Task item: Your task is to give the data again, exactly, with every line intact.

Stored data entries:
-------

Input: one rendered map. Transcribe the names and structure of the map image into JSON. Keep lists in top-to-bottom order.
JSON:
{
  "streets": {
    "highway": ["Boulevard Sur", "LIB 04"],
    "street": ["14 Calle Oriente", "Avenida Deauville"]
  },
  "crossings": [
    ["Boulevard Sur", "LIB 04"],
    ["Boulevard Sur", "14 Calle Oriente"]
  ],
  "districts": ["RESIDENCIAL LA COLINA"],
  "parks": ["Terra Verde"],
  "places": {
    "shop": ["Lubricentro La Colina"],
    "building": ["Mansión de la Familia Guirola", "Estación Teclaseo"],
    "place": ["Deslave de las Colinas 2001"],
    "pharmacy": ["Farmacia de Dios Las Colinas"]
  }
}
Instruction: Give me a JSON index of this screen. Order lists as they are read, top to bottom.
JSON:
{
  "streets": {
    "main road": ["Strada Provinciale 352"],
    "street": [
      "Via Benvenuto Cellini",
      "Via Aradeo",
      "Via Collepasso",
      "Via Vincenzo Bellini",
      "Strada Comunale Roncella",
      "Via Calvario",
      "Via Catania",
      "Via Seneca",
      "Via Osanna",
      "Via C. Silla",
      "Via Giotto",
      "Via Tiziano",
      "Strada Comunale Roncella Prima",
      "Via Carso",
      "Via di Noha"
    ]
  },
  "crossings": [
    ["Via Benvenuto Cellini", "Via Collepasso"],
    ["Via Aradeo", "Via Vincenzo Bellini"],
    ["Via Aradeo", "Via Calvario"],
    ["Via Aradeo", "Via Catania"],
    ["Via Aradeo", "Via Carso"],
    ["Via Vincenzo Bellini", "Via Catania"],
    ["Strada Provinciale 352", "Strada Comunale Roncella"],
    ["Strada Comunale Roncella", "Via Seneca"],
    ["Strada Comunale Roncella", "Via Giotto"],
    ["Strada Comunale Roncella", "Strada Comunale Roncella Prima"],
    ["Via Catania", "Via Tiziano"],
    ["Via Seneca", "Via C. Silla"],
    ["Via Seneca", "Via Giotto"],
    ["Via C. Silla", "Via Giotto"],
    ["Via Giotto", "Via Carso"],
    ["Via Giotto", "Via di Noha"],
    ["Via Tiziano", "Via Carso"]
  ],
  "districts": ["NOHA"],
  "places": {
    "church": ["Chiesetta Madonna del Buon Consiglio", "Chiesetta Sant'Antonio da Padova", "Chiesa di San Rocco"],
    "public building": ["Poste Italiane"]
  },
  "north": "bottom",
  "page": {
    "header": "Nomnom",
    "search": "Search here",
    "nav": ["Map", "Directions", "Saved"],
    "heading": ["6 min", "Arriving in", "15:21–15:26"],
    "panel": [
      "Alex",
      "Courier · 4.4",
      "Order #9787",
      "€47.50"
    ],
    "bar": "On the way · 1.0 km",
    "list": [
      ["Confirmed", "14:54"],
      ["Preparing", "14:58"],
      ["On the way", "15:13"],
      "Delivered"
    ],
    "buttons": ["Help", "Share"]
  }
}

-------

Completed exercise:
Input: one rendered map. Transcribe the names and structure of the map image into JSON. Keep lists in top-to-bottom order.
JSON:
{
  "streets": {
    "highway": ["Boulevard Sur", "LIB 04"],
    "street": ["14 Calle Oriente", "Avenida Deauville"]
  },
  "crossings": [
    ["Boulevard Sur", "LIB 04"],
    ["Boulevard Sur", "14 Calle Oriente"]
  ],
  "districts": ["RESIDENCIAL LA COLINA"],
  "parks": ["Terra Verde"],
  "places": {
    "shop": ["Lubricentro La Colina"],
    "building": ["Mansión de la Familia Guirola", "Estación Teclaseo"],
    "place": ["Deslave de las Colinas 2001"],
    "pharmacy": ["Farmacia de Dios Las Colinas"]
  }
}
Instruction: Give me a JSON index of this screen. Order lists as they are read, top to bottom.
JSON:
{
  "streets": {
    "main road": ["Strada Provinciale 352"],
    "street": [
      "Via Benvenuto Cellini",
      "Via Aradeo",
      "Via Collepasso",
      "Via Vincenzo Bellini",
      "Strada Comunale Roncella",
      "Via Calvario",
      "Via Catania",
      "Via Seneca",
      "Via Osanna",
      "Via C. Silla",
      "Via Giotto",
      "Via Tiziano",
      "Strada Comunale Roncella Prima",
      "Via Carso",
      "Via di Noha"
    ]
  },
  "crossings": [
    ["Via Benvenuto Cellini", "Via Collepasso"],
    ["Via Aradeo", "Via Vincenzo Bellini"],
    ["Via Aradeo", "Via Calvario"],
    ["Via Aradeo", "Via Catania"],
    ["Via Aradeo", "Via Carso"],
    ["Via Vincenzo Bellini", "Via Catania"],
    ["Strada Provinciale 352", "Strada Comunale Roncella"],
    ["Strada Comunale Roncella", "Via Seneca"],
    ["Strada Comunale Roncella", "Via Giotto"],
    ["Strada Comunale Roncella", "Strada Comunale Roncella Prima"],
    ["Via Catania", "Via Tiziano"],
    ["Via Seneca", "Via C. Silla"],
    ["Via Seneca", "Via Giotto"],
    ["Via C. Silla", "Via Giotto"],
    ["Via Giotto", "Via Carso"],
    ["Via Giotto", "Via di Noha"],
    ["Via Tiziano", "Via Carso"]
  ],
  "districts": ["NOHA"],
  "places": {
    "church": ["Chiesetta Madonna del Buon Consiglio", "Chiesetta Sant'Antonio da Padova", "Chiesa di San Rocco"],
    "public building": ["Poste Italiane"]
  },
  "north": "bottom",
  "page": {
    "header": "Nomnom",
    "search": "Search here",
    "nav": ["Map", "Directions", "Saved"],
    "heading": ["6 min", "Arriving in", "15:21–15:26"],
    "panel": [
      "Alex",
      "Courier · 4.4",
      "Order #9787",
      "€47.50"
    ],
    "bar": "On the way · 1.0 km",
    "list": [
      ["Confirmed", "14:54"],
      ["Preparing", "14:58"],
      ["On the way", "15:13"],
      "Delivered"
    ],
    "buttons": ["Help", "Share"]
  }
}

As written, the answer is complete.